Some of our group went for a hike while others did laundry in the river. I chose to get our my wind pouch and lay down and read for a bit. After awhile we saw another giant truck come up the mountain. It was Dragoman, another overland company! We stood up and started staring as they pulled in. Even as they began to unload the truck we all stood by a tree just watching them, very awkward.
Alright, time to break the tension. I climbed into my T-Rex suit behind our truck and ran out roaring. Across the field I sprinted running in and out of everyone setting up their tents. Everyone was laughing! How often does a T-Rex greet you into a campsite.
But, the stand off continued. No one crossed lines to talk to the others. Finally, I walked over to the other side to make friends. It was hysterical to look back at our camp, which had the setting sun facing them so they were all lit up, and see them all lined up against the tree staring at their campsite. One by one as people had a few drinks they came over and joined in on the conversation.
Early the next more we got up for our horseback ride. Similar to the last adventure ride there were very few rules. No helmets, children guides, and sketchy pathways. The 3 hour ride took us through the forest, across rivers, up mountains, and finally through a beautiful meadow.
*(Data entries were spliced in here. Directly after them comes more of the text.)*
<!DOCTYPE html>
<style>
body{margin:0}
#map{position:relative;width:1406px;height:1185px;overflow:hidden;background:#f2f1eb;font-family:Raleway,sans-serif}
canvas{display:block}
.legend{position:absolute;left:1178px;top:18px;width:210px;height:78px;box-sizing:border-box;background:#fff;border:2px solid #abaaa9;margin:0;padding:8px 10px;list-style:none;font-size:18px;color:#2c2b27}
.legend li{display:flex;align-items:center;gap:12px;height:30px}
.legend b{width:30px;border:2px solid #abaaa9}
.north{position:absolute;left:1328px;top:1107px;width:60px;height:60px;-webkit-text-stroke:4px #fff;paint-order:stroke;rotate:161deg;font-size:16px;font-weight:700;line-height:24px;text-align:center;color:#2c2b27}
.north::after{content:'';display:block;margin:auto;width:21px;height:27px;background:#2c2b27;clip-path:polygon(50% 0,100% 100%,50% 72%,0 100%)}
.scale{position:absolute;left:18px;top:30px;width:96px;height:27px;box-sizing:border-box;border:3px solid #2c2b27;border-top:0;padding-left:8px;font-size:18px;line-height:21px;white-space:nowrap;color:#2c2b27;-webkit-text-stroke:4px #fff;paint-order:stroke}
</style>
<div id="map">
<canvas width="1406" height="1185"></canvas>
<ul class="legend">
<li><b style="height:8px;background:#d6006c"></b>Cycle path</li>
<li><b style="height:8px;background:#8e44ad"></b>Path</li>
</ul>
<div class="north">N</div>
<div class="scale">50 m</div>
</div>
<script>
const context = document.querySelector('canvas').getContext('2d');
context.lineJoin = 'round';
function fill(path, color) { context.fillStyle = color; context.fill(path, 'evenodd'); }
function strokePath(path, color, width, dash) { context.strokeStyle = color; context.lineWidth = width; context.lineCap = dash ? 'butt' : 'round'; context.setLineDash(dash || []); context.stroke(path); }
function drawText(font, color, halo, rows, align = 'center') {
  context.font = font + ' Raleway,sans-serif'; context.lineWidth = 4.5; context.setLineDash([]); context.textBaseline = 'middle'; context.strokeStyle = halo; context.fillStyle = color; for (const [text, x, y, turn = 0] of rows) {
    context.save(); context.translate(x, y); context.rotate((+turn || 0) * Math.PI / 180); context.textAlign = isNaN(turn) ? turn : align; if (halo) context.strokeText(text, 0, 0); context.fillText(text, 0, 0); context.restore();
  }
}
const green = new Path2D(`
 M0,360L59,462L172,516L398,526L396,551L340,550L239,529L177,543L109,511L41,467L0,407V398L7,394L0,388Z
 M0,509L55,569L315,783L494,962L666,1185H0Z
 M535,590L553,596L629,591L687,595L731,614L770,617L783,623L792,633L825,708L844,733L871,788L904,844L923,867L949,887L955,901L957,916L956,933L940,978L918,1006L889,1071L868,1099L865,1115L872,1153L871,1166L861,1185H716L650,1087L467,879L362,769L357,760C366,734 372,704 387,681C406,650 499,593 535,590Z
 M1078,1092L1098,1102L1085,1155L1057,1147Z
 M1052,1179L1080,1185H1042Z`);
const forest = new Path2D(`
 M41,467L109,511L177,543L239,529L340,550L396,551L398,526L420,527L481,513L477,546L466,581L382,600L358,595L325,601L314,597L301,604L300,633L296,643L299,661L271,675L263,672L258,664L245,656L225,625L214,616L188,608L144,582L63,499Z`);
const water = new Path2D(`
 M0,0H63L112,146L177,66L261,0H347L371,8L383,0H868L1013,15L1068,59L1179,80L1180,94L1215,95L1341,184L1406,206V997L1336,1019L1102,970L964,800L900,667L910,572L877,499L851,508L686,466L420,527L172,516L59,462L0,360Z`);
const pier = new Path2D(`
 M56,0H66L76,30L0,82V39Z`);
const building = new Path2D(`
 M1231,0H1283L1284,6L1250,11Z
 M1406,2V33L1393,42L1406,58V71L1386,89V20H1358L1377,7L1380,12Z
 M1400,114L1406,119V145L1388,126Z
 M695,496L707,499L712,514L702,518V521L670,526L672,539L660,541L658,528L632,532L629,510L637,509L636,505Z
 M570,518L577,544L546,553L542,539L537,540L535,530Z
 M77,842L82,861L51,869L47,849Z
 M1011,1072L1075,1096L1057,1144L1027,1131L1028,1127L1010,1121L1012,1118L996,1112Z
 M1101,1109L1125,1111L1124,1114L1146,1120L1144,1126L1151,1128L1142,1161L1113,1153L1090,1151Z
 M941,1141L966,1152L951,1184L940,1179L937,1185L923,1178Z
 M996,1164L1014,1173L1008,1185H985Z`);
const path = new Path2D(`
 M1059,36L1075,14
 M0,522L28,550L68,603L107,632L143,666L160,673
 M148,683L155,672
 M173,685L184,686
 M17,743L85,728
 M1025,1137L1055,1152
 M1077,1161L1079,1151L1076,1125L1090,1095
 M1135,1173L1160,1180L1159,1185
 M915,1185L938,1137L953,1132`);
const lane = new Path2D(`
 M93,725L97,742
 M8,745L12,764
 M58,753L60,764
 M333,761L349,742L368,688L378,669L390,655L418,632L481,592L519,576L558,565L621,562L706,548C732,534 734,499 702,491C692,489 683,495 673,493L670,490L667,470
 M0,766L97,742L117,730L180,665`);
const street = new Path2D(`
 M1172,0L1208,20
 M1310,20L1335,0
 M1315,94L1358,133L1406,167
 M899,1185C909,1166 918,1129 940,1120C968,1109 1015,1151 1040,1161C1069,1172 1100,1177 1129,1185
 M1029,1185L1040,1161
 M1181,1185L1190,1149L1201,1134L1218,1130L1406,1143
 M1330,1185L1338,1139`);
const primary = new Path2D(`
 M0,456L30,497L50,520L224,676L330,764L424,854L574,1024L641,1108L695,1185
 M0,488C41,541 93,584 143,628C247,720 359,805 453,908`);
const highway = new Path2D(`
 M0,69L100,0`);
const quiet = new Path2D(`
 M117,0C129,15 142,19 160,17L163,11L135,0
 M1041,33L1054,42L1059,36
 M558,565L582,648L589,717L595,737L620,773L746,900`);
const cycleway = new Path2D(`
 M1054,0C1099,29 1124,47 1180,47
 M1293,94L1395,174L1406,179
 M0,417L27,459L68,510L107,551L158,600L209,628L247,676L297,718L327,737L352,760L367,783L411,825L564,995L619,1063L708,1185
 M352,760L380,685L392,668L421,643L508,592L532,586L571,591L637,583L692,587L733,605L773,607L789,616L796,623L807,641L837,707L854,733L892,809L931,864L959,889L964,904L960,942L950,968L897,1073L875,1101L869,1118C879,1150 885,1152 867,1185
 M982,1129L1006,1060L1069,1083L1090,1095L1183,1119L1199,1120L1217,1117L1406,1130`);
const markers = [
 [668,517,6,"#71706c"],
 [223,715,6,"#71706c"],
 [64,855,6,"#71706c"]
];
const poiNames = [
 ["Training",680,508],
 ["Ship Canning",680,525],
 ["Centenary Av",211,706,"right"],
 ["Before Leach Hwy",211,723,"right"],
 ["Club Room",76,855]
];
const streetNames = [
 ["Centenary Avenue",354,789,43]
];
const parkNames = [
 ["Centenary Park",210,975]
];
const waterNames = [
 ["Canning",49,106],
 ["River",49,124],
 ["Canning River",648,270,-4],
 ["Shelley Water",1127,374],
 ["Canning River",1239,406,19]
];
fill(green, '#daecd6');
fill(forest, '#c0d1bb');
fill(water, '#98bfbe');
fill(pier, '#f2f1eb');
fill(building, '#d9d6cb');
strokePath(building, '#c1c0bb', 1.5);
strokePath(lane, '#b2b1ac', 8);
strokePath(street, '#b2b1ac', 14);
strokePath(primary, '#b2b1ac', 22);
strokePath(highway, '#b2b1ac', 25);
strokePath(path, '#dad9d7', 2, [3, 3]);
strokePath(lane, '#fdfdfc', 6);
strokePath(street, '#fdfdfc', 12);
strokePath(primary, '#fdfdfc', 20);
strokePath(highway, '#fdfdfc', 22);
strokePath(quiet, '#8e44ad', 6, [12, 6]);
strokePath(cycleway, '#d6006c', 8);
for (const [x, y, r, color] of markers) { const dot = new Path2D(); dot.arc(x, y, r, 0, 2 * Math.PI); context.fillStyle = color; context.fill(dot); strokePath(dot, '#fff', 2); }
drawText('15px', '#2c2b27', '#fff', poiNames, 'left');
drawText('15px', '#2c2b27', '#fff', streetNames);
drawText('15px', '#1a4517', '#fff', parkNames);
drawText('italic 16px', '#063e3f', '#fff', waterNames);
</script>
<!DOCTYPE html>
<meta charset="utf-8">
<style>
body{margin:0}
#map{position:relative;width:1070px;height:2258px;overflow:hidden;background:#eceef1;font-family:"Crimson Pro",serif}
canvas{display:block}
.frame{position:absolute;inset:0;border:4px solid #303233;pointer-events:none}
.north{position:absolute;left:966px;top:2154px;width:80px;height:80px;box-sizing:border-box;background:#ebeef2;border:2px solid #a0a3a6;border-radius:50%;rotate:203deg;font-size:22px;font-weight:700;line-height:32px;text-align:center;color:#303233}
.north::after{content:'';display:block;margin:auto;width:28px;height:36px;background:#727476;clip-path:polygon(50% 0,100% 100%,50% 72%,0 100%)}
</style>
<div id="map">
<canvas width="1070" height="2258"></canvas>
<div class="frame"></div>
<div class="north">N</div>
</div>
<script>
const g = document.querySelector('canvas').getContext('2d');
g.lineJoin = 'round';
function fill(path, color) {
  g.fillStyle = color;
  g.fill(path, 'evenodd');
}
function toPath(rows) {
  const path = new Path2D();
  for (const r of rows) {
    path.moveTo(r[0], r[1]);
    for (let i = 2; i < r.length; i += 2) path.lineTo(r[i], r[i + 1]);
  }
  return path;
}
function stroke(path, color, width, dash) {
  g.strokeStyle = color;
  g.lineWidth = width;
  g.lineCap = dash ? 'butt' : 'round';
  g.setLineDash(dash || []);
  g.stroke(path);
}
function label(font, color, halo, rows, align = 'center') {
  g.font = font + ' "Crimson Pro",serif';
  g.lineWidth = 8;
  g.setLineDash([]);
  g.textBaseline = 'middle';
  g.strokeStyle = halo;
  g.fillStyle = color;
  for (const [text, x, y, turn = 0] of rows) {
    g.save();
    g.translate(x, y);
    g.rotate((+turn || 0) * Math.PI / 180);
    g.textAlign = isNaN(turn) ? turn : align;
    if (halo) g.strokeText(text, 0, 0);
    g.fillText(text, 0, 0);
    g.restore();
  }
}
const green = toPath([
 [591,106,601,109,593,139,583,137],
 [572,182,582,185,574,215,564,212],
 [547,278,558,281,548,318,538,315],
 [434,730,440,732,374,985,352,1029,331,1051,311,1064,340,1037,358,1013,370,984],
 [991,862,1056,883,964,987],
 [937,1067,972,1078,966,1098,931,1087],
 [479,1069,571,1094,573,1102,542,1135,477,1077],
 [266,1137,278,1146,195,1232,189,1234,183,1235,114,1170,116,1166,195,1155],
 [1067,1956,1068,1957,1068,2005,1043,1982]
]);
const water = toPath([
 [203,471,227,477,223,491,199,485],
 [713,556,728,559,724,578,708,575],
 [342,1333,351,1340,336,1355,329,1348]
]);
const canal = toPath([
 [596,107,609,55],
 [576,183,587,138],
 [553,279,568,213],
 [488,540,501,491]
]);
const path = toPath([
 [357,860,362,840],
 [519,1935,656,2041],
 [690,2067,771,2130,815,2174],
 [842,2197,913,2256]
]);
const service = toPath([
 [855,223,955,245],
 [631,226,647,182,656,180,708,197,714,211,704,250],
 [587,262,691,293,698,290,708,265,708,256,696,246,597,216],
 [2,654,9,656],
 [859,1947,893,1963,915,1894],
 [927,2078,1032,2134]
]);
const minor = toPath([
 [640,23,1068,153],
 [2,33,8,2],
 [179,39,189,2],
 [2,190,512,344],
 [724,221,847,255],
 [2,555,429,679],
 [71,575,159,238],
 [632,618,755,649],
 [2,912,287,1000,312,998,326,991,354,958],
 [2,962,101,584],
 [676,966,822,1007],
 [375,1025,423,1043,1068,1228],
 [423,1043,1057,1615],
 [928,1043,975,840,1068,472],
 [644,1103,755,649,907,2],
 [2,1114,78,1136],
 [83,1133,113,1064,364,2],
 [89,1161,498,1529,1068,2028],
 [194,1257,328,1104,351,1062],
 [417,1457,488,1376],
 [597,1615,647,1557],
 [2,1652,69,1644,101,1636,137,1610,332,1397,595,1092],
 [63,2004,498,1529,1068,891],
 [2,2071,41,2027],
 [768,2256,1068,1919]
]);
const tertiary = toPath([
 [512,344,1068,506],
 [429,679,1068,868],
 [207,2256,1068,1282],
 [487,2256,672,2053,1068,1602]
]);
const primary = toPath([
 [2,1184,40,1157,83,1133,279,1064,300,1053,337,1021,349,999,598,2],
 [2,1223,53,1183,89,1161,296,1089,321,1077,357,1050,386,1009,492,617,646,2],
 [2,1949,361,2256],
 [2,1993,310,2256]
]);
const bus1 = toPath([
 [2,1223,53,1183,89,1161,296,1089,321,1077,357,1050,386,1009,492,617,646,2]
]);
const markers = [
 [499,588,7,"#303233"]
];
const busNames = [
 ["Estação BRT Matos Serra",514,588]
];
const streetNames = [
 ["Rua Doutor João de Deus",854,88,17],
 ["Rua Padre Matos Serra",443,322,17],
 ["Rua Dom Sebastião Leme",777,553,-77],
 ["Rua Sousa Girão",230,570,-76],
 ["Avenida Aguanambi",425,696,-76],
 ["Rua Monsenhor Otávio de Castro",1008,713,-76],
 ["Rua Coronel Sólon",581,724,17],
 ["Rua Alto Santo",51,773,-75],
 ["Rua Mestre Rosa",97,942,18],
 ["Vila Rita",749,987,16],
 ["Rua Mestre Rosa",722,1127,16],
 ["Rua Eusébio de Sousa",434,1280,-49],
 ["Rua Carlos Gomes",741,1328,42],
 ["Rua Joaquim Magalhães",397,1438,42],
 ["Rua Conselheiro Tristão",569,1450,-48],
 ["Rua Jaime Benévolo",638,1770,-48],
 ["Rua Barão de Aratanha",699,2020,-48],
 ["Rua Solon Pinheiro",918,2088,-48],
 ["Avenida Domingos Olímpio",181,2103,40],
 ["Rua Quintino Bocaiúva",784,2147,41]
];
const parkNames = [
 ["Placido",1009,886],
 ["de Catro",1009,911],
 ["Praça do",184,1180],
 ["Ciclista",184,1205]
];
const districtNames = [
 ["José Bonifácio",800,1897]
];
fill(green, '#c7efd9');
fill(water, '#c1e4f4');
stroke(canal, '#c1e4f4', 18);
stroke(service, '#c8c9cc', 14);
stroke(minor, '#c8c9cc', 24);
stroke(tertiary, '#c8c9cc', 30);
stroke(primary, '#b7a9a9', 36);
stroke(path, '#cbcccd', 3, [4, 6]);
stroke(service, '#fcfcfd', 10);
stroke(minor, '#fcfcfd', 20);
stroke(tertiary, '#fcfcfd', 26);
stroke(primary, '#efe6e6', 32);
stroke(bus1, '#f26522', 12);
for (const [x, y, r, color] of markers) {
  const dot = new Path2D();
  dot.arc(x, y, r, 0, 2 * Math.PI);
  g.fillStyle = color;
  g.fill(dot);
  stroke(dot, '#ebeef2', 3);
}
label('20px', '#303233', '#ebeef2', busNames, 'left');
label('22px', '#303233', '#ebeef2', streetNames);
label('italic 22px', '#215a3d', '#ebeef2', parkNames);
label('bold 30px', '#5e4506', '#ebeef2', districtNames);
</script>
Kirstin and I took off at one point galloping ahead of everyone else. My dapple horse was much more responsive that my previous horse and I really enjoyed her. Paula on the other hand had way too responsive of a horse. One of the boys had to join her to keep her horse from galloping with us. It was her first time riding and not the best horse for it. Gen`s horse and mine did not like each other. Anytime we would get close their ears would go back and start to grunt at each other.
Eventually we reached the Valley of the Flowers at the base of a giant glacier. It was stunning to say the least. The temperature was a perfect amount of cool. We all dismounted and laid in the meadow eating our lunches. Our horses roamed around grazing freely. What a beautiful day! I could've laid there for hours looking out at the fairytale landscape.
On the way back two main events happened. First, Hanne`s horse would not listen and would just leave the path. At once point the little stinker just decided to sit down and remove Hanne from his back. Second, the one boy hit another horse to make him go faster. This resulted in Paula`s over active horse rearing up onto its hind legs. For a girl who has never ridden a horse before we were all proud that she managed to stay on his back! Unfortunately, her recently healing broken foot did not fare too well.
Totally exhausted back at camp we all quizzed each other on Central Asia facts from the guide book and then called it an early night.